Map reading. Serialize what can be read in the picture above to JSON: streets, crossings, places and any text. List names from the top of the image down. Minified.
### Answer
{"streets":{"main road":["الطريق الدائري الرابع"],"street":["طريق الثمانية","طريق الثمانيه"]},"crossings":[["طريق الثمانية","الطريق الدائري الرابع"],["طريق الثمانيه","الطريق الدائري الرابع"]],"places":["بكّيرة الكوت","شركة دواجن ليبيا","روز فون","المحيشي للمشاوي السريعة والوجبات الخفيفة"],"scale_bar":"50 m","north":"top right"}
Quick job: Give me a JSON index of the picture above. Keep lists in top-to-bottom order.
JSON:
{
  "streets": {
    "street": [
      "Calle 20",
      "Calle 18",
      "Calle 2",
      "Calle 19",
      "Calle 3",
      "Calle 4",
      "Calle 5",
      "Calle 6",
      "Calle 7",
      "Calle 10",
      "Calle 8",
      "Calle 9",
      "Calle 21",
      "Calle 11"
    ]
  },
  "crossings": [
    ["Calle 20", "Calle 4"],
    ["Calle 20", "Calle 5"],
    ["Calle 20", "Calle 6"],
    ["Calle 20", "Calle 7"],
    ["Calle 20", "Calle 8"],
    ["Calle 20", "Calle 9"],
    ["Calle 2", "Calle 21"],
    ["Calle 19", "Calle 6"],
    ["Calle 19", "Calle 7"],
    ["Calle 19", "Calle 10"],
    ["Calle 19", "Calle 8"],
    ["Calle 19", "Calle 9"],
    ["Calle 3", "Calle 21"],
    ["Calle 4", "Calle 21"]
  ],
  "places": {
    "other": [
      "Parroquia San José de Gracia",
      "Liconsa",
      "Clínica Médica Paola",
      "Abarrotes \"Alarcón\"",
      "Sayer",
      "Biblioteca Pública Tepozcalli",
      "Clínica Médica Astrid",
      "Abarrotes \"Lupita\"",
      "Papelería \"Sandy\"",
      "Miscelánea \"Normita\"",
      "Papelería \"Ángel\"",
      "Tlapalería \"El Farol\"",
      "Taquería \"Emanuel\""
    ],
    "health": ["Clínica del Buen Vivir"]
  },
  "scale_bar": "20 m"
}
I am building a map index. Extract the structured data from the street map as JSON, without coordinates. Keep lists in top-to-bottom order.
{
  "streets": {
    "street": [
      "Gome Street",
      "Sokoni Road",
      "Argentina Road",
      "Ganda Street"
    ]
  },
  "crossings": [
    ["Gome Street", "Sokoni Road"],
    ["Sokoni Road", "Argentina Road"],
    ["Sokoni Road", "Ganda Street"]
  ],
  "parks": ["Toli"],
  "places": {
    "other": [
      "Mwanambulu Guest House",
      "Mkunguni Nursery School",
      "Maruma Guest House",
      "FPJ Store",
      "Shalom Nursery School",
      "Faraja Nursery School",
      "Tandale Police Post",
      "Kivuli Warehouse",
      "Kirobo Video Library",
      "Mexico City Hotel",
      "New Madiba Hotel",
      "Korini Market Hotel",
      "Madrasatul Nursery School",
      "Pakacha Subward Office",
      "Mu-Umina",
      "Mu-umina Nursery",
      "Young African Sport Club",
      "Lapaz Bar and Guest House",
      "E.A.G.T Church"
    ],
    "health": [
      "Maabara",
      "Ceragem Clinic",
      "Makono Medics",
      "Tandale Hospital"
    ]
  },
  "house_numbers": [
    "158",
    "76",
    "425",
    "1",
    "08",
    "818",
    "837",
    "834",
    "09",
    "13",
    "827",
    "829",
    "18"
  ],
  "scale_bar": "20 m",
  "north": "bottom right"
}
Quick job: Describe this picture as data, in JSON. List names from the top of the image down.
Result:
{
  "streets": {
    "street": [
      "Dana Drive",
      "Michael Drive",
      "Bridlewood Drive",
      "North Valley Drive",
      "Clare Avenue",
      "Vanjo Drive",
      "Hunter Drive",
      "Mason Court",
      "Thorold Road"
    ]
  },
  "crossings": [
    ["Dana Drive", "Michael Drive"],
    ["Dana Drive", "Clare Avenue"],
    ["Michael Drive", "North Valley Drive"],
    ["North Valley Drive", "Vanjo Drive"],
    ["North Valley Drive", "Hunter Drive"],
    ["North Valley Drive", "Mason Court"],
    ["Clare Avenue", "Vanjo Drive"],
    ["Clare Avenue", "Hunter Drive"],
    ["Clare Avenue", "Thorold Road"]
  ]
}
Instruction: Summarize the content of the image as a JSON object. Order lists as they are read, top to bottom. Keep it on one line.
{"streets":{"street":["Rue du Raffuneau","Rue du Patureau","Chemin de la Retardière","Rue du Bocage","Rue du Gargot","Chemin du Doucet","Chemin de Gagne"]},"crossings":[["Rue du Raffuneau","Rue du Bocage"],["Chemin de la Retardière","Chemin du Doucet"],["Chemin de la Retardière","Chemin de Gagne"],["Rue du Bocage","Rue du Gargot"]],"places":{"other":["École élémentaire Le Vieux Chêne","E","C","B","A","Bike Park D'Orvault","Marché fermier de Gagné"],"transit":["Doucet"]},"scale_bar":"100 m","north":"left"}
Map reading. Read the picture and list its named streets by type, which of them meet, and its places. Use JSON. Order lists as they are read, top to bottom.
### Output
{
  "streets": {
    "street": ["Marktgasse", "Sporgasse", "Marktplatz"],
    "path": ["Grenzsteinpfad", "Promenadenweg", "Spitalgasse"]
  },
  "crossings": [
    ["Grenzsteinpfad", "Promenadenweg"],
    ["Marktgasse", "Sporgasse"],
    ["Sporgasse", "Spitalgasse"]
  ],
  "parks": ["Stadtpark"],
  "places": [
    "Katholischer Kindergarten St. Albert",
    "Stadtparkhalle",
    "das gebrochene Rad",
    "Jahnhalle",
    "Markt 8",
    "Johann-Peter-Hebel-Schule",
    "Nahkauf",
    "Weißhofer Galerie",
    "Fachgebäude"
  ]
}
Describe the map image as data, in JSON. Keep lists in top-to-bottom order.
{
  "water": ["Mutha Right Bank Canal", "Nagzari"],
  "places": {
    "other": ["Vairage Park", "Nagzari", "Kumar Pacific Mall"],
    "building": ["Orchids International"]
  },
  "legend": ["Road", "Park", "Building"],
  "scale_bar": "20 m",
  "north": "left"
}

● ● ● ● ●

- [PROBLEM STATEMENT] Write out every line of the listing that holds the word "Quick".

- [EXERCISE SOLUTION]
Quick job: Give me a JSON index of the picture above. Keep lists in top-to-bottom order.
Quick job: Describe this picture as data, in JSON. List names from the top of the image down.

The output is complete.